EXPLAINED: How can Brits visit or move to Germany post-Brexit?

Many Brits may be considering spending time in Germany or even moving for work or to study. Here's a look at the rules.

EXPLAINED: How can Brits visit or move to Germany post-Brexit?

The Brexit transition period ended on January 1st 2021, but it’s been a turbulent few years with Covid-related restrictions, which mean many people may not have travelled abroad since then. Here’s what you should know about the rules for travelling and moving to Germany post-Brexit. 

Can I visit Germany from the UK on holiday?

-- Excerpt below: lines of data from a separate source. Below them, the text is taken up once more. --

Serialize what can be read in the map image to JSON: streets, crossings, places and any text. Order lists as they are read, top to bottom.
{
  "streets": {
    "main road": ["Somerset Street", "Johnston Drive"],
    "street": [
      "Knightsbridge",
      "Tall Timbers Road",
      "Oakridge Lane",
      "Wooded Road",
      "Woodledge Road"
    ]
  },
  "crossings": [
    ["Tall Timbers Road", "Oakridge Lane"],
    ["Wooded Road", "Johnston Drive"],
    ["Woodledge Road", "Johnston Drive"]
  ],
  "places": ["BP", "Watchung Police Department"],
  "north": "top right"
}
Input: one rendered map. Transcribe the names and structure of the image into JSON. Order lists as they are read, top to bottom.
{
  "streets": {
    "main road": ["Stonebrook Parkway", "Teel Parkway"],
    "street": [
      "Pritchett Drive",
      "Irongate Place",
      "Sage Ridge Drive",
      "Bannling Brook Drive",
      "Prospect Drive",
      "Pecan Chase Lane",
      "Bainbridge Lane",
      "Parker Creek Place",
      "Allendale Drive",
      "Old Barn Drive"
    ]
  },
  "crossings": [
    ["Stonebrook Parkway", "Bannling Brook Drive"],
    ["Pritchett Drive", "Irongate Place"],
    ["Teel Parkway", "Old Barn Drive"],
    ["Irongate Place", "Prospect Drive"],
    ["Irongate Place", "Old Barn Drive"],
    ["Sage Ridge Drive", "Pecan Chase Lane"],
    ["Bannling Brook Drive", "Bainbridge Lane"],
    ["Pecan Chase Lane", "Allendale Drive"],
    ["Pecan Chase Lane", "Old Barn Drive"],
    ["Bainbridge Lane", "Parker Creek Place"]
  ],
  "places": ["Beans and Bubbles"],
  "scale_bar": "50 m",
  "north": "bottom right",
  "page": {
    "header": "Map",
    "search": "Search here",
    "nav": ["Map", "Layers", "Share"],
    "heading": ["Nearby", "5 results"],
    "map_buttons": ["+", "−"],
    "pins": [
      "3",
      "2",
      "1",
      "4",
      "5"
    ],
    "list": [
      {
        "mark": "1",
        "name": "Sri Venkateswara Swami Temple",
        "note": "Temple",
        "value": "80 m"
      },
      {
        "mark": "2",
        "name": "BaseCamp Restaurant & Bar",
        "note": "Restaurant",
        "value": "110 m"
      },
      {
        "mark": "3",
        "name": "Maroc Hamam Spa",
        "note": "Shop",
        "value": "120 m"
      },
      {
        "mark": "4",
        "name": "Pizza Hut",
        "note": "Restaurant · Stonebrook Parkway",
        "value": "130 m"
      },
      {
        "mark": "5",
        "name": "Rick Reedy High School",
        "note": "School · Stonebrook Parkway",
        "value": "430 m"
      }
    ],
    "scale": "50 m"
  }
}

Absolutely. But you do have to stick to certain rules on how long you can stay in Germany (and other EU countries) without a visa.

“British citizens do not require a visa for the Schengen Member States, if the duration of their stay does not exceed 90 days within any 180-day period,” says the German Missions consular service in the UK. 

You can find a full explanation of the 90-day rule from our sister site, The Local France, HERE, along with the Schengen calculator that allows you to work out your allowance.

READ ALSO: Passport scans and €7 fees: What will change for EU travel in 2022 and 2023

Note that if you were living in Germany before January 1st 2021, different rules apply. People in this scenario should have received a residence permit – known as the Aufenthaltstitel-GB – from the German authorities, which proves their right to remain in Germany with the same rights as they had before Brexit. 

READ ALSO: Reader question: How can I re-enter Germany without my post-Brexit residence card?

Can I move to Germany from the UK after the Brexit transition period?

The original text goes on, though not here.